▸ **What you have to do**: Word for word, retype the entire listing.
--- Given data Enclosed Below ---
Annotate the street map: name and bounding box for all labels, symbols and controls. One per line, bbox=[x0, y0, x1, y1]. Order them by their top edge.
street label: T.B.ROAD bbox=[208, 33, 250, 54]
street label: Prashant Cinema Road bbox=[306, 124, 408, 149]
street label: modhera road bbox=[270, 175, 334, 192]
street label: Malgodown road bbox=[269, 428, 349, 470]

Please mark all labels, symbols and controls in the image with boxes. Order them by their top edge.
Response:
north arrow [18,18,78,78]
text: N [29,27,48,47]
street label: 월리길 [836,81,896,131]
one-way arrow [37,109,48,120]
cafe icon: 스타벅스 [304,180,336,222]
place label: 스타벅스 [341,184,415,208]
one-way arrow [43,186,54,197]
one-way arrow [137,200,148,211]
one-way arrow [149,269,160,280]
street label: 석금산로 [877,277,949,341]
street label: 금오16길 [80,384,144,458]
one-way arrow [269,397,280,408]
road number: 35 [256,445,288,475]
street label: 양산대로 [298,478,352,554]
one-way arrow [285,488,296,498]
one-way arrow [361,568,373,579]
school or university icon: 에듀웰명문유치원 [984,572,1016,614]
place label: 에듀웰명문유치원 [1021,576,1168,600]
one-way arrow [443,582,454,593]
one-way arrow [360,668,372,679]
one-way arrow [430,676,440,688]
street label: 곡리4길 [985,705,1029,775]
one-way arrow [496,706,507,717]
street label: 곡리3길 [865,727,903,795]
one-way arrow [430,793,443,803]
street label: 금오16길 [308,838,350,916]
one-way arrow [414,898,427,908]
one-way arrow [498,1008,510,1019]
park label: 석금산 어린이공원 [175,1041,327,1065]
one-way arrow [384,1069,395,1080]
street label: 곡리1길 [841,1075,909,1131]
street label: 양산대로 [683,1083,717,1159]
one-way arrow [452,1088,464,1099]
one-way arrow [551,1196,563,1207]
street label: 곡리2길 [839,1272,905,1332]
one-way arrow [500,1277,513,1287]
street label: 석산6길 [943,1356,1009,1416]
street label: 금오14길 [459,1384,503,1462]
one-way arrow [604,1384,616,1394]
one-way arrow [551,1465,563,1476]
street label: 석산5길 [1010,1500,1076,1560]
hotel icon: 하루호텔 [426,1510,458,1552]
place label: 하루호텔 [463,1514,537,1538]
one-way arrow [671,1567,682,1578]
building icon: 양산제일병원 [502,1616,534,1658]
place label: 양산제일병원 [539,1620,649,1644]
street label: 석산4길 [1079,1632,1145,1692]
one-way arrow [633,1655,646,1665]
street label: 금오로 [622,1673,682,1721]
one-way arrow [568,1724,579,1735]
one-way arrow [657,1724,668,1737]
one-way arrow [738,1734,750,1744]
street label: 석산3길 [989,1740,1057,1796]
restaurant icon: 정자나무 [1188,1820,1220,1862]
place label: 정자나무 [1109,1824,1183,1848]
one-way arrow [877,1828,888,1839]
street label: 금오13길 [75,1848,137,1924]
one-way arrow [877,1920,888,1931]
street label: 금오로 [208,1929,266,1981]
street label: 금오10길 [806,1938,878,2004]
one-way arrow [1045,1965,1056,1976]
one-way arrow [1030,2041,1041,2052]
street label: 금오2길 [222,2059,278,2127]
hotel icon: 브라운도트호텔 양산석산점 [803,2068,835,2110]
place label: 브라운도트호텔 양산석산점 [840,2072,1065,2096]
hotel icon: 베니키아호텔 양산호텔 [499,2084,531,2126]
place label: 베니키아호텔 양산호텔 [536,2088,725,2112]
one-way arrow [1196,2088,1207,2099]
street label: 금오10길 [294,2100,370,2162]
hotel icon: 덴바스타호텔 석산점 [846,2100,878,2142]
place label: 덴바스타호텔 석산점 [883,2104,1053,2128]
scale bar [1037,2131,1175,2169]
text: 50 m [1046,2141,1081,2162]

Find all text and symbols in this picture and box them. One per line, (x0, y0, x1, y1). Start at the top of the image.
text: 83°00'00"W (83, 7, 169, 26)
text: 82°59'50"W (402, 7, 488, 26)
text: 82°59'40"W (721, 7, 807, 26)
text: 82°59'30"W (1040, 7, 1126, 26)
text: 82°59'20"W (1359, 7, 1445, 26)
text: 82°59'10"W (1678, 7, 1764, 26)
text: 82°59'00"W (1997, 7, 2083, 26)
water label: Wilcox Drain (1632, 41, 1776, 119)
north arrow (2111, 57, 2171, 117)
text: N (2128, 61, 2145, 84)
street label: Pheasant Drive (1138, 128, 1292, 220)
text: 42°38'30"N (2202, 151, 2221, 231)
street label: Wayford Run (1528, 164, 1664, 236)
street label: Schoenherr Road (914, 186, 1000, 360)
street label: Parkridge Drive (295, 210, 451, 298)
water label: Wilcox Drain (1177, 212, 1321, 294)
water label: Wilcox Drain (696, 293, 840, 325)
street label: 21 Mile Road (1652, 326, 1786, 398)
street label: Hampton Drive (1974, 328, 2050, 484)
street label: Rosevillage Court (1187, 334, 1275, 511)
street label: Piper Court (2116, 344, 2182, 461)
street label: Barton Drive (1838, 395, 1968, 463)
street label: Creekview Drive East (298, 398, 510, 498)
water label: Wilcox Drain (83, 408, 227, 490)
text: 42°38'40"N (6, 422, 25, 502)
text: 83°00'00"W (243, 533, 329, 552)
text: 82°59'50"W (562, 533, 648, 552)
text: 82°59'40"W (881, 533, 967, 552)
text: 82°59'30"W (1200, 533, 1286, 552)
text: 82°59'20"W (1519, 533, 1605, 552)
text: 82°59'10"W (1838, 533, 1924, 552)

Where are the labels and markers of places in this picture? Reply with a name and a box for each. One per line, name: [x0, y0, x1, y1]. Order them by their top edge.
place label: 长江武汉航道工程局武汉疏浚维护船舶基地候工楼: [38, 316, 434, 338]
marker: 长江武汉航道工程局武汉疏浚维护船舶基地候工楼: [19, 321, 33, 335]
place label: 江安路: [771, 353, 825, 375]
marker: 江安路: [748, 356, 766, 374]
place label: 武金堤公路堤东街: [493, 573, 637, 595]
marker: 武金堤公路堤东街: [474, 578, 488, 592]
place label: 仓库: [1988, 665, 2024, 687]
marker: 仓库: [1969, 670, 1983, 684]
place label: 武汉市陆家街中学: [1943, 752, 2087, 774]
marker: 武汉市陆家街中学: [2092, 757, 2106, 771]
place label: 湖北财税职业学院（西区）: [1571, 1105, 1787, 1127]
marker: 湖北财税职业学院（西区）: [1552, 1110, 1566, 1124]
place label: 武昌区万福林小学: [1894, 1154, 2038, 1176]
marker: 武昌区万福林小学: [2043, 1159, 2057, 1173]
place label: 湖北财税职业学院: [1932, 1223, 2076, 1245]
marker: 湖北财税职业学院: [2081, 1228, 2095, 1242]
--- End of Enclosed Given data ---
▸ **Your solution**:
Annotate the street map: name and bounding box for all labels, symbols and controls. One per line, bbox=[x0, y0, x1, y1]. Order them by their top edge.
street label: T.B.ROAD bbox=[208, 33, 250, 54]
street label: Prashant Cinema Road bbox=[306, 124, 408, 149]
street label: modhera road bbox=[270, 175, 334, 192]
street label: Malgodown road bbox=[269, 428, 349, 470]

Please mark all labels, symbols and controls in the image with boxes. Order them by their top edge.
Response:
north arrow [18,18,78,78]
text: N [29,27,48,47]
street label: 월리길 [836,81,896,131]
one-way arrow [37,109,48,120]
cafe icon: 스타벅스 [304,180,336,222]
place label: 스타벅스 [341,184,415,208]
one-way arrow [43,186,54,197]
one-way arrow [137,200,148,211]
one-way arrow [149,269,160,280]
street label: 석금산로 [877,277,949,341]
street label: 금오16길 [80,384,144,458]
one-way arrow [269,397,280,408]
road number: 35 [256,445,288,475]
street label: 양산대로 [298,478,352,554]
one-way arrow [285,488,296,498]
one-way arrow [361,568,373,579]
school or university icon: 에듀웰명문유치원 [984,572,1016,614]
place label: 에듀웰명문유치원 [1021,576,1168,600]
one-way arrow [443,582,454,593]
one-way arrow [360,668,372,679]
one-way arrow [430,676,440,688]
street label: 곡리4길 [985,705,1029,775]
one-way arrow [496,706,507,717]
street label: 곡리3길 [865,727,903,795]
one-way arrow [430,793,443,803]
street label: 금오16길 [308,838,350,916]
one-way arrow [414,898,427,908]
one-way arrow [498,1008,510,1019]
park label: 석금산 어린이공원 [175,1041,327,1065]
one-way arrow [384,1069,395,1080]
street label: 곡리1길 [841,1075,909,1131]
street label: 양산대로 [683,1083,717,1159]
one-way arrow [452,1088,464,1099]
one-way arrow [551,1196,563,1207]
street label: 곡리2길 [839,1272,905,1332]
one-way arrow [500,1277,513,1287]
street label: 석산6길 [943,1356,1009,1416]
street label: 금오14길 [459,1384,503,1462]
one-way arrow [604,1384,616,1394]
one-way arrow [551,1465,563,1476]
street label: 석산5길 [1010,1500,1076,1560]
hotel icon: 하루호텔 [426,1510,458,1552]
place label: 하루호텔 [463,1514,537,1538]
one-way arrow [671,1567,682,1578]
building icon: 양산제일병원 [502,1616,534,1658]
place label: 양산제일병원 [539,1620,649,1644]
street label: 석산4길 [1079,1632,1145,1692]
one-way arrow [633,1655,646,1665]
street label: 금오로 [622,1673,682,1721]
one-way arrow [568,1724,579,1735]
one-way arrow [657,1724,668,1737]
one-way arrow [738,1734,750,1744]
street label: 석산3길 [989,1740,1057,1796]
restaurant icon: 정자나무 [1188,1820,1220,1862]
place label: 정자나무 [1109,1824,1183,1848]
one-way arrow [877,1828,888,1839]
street label: 금오13길 [75,1848,137,1924]
one-way arrow [877,1920,888,1931]
street label: 금오로 [208,1929,266,1981]
street label: 금오10길 [806,1938,878,2004]
one-way arrow [1045,1965,1056,1976]
one-way arrow [1030,2041,1041,2052]
street label: 금오2길 [222,2059,278,2127]
hotel icon: 브라운도트호텔 양산석산점 [803,2068,835,2110]
place label: 브라운도트호텔 양산석산점 [840,2072,1065,2096]
hotel icon: 베니키아호텔 양산호텔 [499,2084,531,2126]
place label: 베니키아호텔 양산호텔 [536,2088,725,2112]
one-way arrow [1196,2088,1207,2099]
street label: 금오10길 [294,2100,370,2162]
hotel icon: 덴바스타호텔 석산점 [846,2100,878,2142]
place label: 덴바스타호텔 석산점 [883,2104,1053,2128]
scale bar [1037,2131,1175,2169]
text: 50 m [1046,2141,1081,2162]

Find all text and symbols in this picture and box them. One per line, (x0, y0, x1, y1). Start at the top of the image.
text: 83°00'00"W (83, 7, 169, 26)
text: 82°59'50"W (402, 7, 488, 26)
text: 82°59'40"W (721, 7, 807, 26)
text: 82°59'30"W (1040, 7, 1126, 26)
text: 82°59'20"W (1359, 7, 1445, 26)
text: 82°59'10"W (1678, 7, 1764, 26)
text: 82°59'00"W (1997, 7, 2083, 26)
water label: Wilcox Drain (1632, 41, 1776, 119)
north arrow (2111, 57, 2171, 117)
text: N (2128, 61, 2145, 84)
street label: Pheasant Drive (1138, 128, 1292, 220)
text: 42°38'30"N (2202, 151, 2221, 231)
street label: Wayford Run (1528, 164, 1664, 236)
street label: Schoenherr Road (914, 186, 1000, 360)
street label: Parkridge Drive (295, 210, 451, 298)
water label: Wilcox Drain (1177, 212, 1321, 294)
water label: Wilcox Drain (696, 293, 840, 325)
street label: 21 Mile Road (1652, 326, 1786, 398)
street label: Hampton Drive (1974, 328, 2050, 484)
street label: Rosevillage Court (1187, 334, 1275, 511)
street label: Piper Court (2116, 344, 2182, 461)
street label: Barton Drive (1838, 395, 1968, 463)
street label: Creekview Drive East (298, 398, 510, 498)
water label: Wilcox Drain (83, 408, 227, 490)
text: 42°38'40"N (6, 422, 25, 502)
text: 83°00'00"W (243, 533, 329, 552)
text: 82°59'50"W (562, 533, 648, 552)
text: 82°59'40"W (881, 533, 967, 552)
text: 82°59'30"W (1200, 533, 1286, 552)
text: 82°59'20"W (1519, 533, 1605, 552)
text: 82°59'10"W (1838, 533, 1924, 552)

Where are the labels and markers of places in this picture? Reply with a name and a box for each. One per line, name: [x0, y0, x1, y1]. Order them by their top edge.
place label: 长江武汉航道工程局武汉疏浚维护船舶基地候工楼: [38, 316, 434, 338]
marker: 长江武汉航道工程局武汉疏浚维护船舶基地候工楼: [19, 321, 33, 335]
place label: 江安路: [771, 353, 825, 375]
marker: 江安路: [748, 356, 766, 374]
place label: 武金堤公路堤东街: [493, 573, 637, 595]
marker: 武金堤公路堤东街: [474, 578, 488, 592]
place label: 仓库: [1988, 665, 2024, 687]
marker: 仓库: [1969, 670, 1983, 684]
place label: 武汉市陆家街中学: [1943, 752, 2087, 774]
marker: 武汉市陆家街中学: [2092, 757, 2106, 771]
place label: 湖北财税职业学院（西区）: [1571, 1105, 1787, 1127]
marker: 湖北财税职业学院（西区）: [1552, 1110, 1566, 1124]
place label: 武昌区万福林小学: [1894, 1154, 2038, 1176]
marker: 武昌区万福林小学: [2043, 1159, 2057, 1173]
place label: 湖北财税职业学院: [1932, 1223, 2076, 1245]
marker: 湖北财税职业学院: [2081, 1228, 2095, 1242]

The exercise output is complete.